For each line in the data below that holds "width", return a copy.

Entries shown

▽

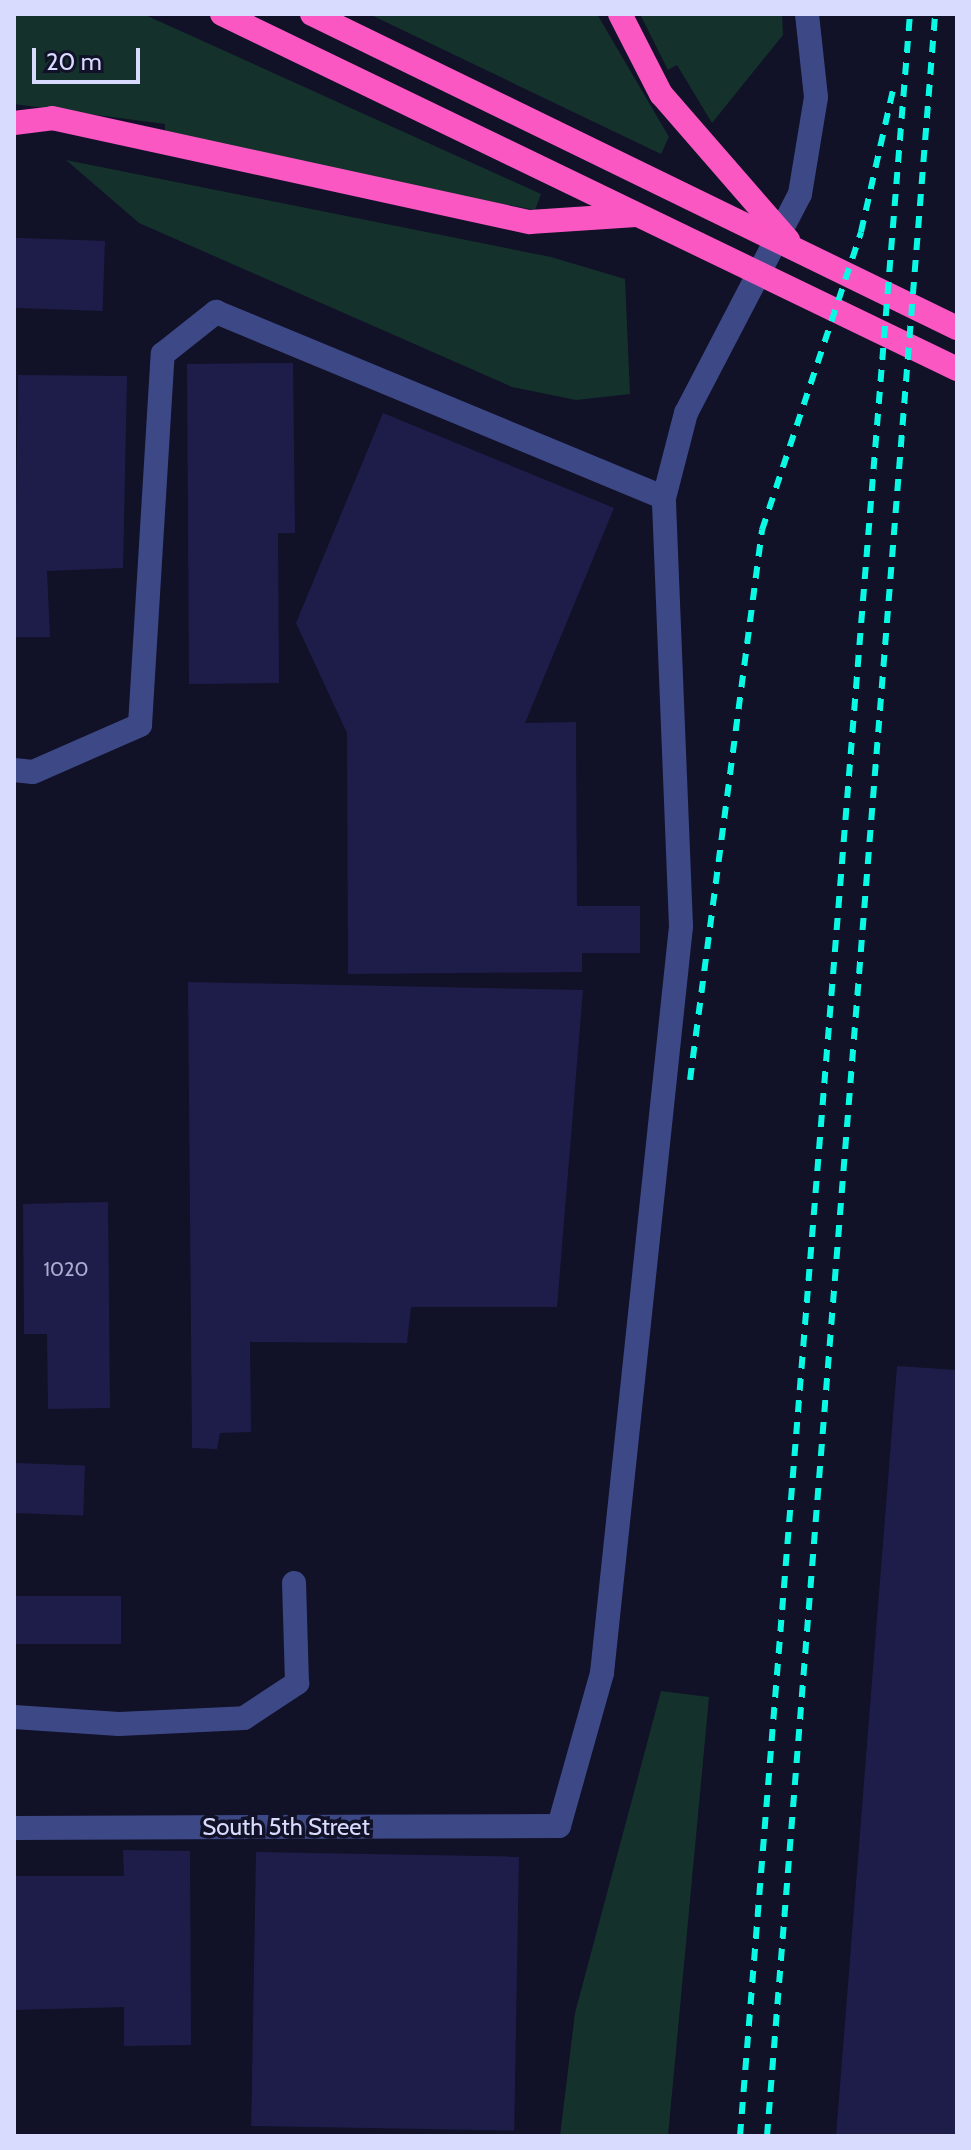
<!DOCTYPE html>
<html>
<head>
<meta charset="utf-8">
<style>
	body { margin:0 }
	#map { position:relative; width:971px; height:2150px; overflow:hidden; background:#111128; font-family:Cabin,sans-serif }
	div>[style] { position:absolute }
	[style*='--x'] { left:calc(var(--x)*1px); top:calc(var(--y)*1px); width:calc(var(--w)*1px); rotate:calc(var(--a)*1deg) }
	.green>* { inset:0; background:#14322b }
	.building>* { inset:0; background:#1e1d49; transform-origin:0 0 }
	.minor>* { height:24px; margin:-12px; padding:0 12px; transform-origin:12px; border-radius:12px; background:#3d4886 }
	.highway>* { height:24px; margin:-12px; padding:0 12px; transform-origin:12px; border-radius:12px; background:#fb57c3 }
	.rail>* { height:6px; margin-top:-3px; transform-origin:0; background:repeating-linear-gradient(90deg,#0af9e5 0 12px,transparent 0 22px) }
	span { translate:-50% -50%; white-space:nowrap; text-align:center; line-height:1.15; -webkit-text-stroke:7px #111128; paint-order:stroke }
	.number-label { font-size:20px; color:#aaacd1 }
	.number-label span { -webkit-text-stroke-width:0 }
	.street-label { font-size:24px; color:#d9dbfe }
	.frame { position:absolute; inset:0; border:16px solid #d9dbfe; pointer-events:none }
	.scale { position:absolute; left:32px; top:48px; width:108px; height:36px; box-sizing:border-box; border:4px solid #d9dbfe; border-top:0; padding-left:10px; font-size:24px; line-height:28px; white-space:nowrap; color:#d9dbfe; -webkit-text-stroke:6px #111128; paint-order:stroke }
</style>
</head>
<body>
<div id="map">
	<div class="green">
		<div style="clip-path:polygon(14px 14px,143px 14px,541px 194px,535px 210px,165px 138px,165px 124px,14px 104px)"></div>
		<div style="clip-path:polygon(369px 14px,597px 14px,669px 137px,661px 154px)"></div>
		<div style="clip-path:polygon(640px 14px,782px 14px,783px 35px,712px 123px,677px 65px,668px 70px)"></div>
		<div style="clip-path:polygon(66px 160px,551px 257px,625px 279px,630px 394px,576px 400px,512px 387px,139px 223px)"></div>
		<div style="clip-path:polygon(661px 1691px,709px 1697px,668px 2136px,560px 2136px,575px 2013px)"></div>
	</div>
	<div class="building">
		<div style="left:105px;top:241px;width:70px;height:91px;rotate:92deg"></div>
		<div style="clip-path:polygon(293px 363px,295px 533px,278px 533px,279px 683px,189px 684px,187px 364px)"></div>
		<div style="clip-path:polygon(18px 375px,127px 376px,123px 568px,47px 571px,50px 637px,14px 637px)"></div>
		<div style="clip-path:polygon(383px 413px,614px 508px,525px 723px,576px 722px,577px 906px,640px 906px,640px 953px,582px 953px,582px 972px,348px 974px,347px 733px,296px 623px)"></div>
		<div style="clip-path:polygon(188px 982px,583px 990px,557px 1307px,411px 1307px,407px 1343px,250px 1342px,251px 1432px,220px 1433px,217px 1449px,192px 1448px)"></div>
		<div style="clip-path:polygon(108px 1202px,110px 1408px,48px 1409px,47px 1334px,24px 1334px,23px 1204px)"></div>
		<div style="clip-path:polygon(897px 1366px,957px 1370px,957px 2136px,836px 2136px)"></div>
		<div style="left:14px;top:1463px;width:71px;height:50px;rotate:2deg"></div>
		<div style="left:121px;top:1596px;width:48px;height:107px;rotate:90deg"></div>
		<div style="clip-path:polygon(123px 1850px,190px 1851px,191px 2045px,124px 2046px,124px 2007px,14px 2010px,14px 1876px,124px 1876px)"></div>
		<div style="left:256px;top:1852px;width:263px;height:274px;rotate:1deg"></div>
	</div>
	<div class="minor">
		<div style="--x:14;--y:770;--w:19;--a:6"></div>
		<div style="--x:33;--y:772;--w:117;--a:-23.7"></div>
		<div style="--x:140;--y:725;--w:372;--a:-86.5"></div>
		<div style="--x:163;--y:354;--w:68;--a:-38.4"></div>
		<div style="--x:216;--y:312;--w:485;--a:22.5"></div>
		<div style="--x:14;--y:1717;--w:105;--a:3.8"></div>
		<div style="--x:119;--y:1724;--w:125;--a:-2.7"></div>
		<div style="--x:244;--y:1718;--w:64;--a:-33.4"></div>
		<div style="--x:297;--y:1683;--w:100;--a:-91.7"></div>
		<div style="--x:14;--y:1828;--w:545;--a:-0.21"></div>
		<div style="--x:559;--y:1826;--w:159;--a:-74.3"></div>
		<div style="--x:602;--y:1673;--w:751;--a:-83.96"></div>
		<div style="--x:681;--y:926;--w:428;--a:-92.3"></div>
		<div style="--x:664;--y:498;--w:88;--a:-75.5"></div>
		<div style="--x:686;--y:413;--w:247;--a:-62.5"></div>
		<div style="--x:800;--y:194;--w:98;--a:-80.6"></div>
		<div style="--x:816;--y:97;--w:83;--a:-96.2"></div>
	</div>
	<div class="highway">
		<div style="--x:222;--y:14;--w:816;--a:25.78"></div>
		<div style="--x:312;--y:14;--w:717;--a:25.96"></div>
		<div style="--x:620;--y:14;--w:90;--a:62.9"></div>
		<div style="--x:661;--y:94;--w:194;--a:49"></div>
		<div style="--x:14;--y:123;--w:38;--a:-7"></div>
		<div style="--x:52;--y:118;--w:489;--a:12.3"></div>
		<div style="--x:530;--y:222;--w:106;--a:-3.8"></div>
	</div>
	<div class="rail">
		<div style="--x:690;--y:1080;--w:555;--a:-82.54"></div>
		<div style="--x:762;--y:530;--w:314;--a:-71.6"></div>
		<div style="--x:861;--y:232;--w:151;--a:-77.3"></div>
		<div style="--x:740;--y:2136;--w:2129;--a:-85.42"></div>
		<div style="--x:767;--y:2136;--w:2129;--a:-85.47"></div>
	</div>
	<div class="number-label">
		<span style="left:66px;top:1269px">1020</span>
	</div>
	<div class="street-label">
		<span style="left:286px;top:1827px">South 5th Street</span>
	</div>
	<div class="frame"></div>
	<div class="scale">20 m</div>
</div>
</body>
</html>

△

Result of the task
	#map { position:relative; width:971px; height:2150px; overflow:hidden; background:#111128; font-family:Cabin,sans-serif }
	[style*='--x'] { left:calc(var(--x)*1px); top:calc(var(--y)*1px); width:calc(var(--w)*1px); rotate:calc(var(--a)*1deg) }
	.number-label span { -webkit-text-stroke-width:0 }
	.scale { position:absolute; left:32px; top:48px; width:108px; height:36px; box-sizing:border-box; border:4px solid #d9dbfe; border-top:0; padding-left:10px; font-size:24px; line-height:28px; white-space:nowrap; color:#d9dbfe; -webkit-text-stroke:6px #111128; paint-order:stroke }
		<div style="left:105px;top:241px;width:70px;height:91px;rotate:92deg"></div>
		<div style="left:14px;top:1463px;width:71px;height:50px;rotate:2deg"></div>
		<div style="left:121px;top:1596px;width:48px;height:107px;rotate:90deg"></div>
		<div style="left:256px;top:1852px;width:263px;height:274px;rotate:1deg"></div>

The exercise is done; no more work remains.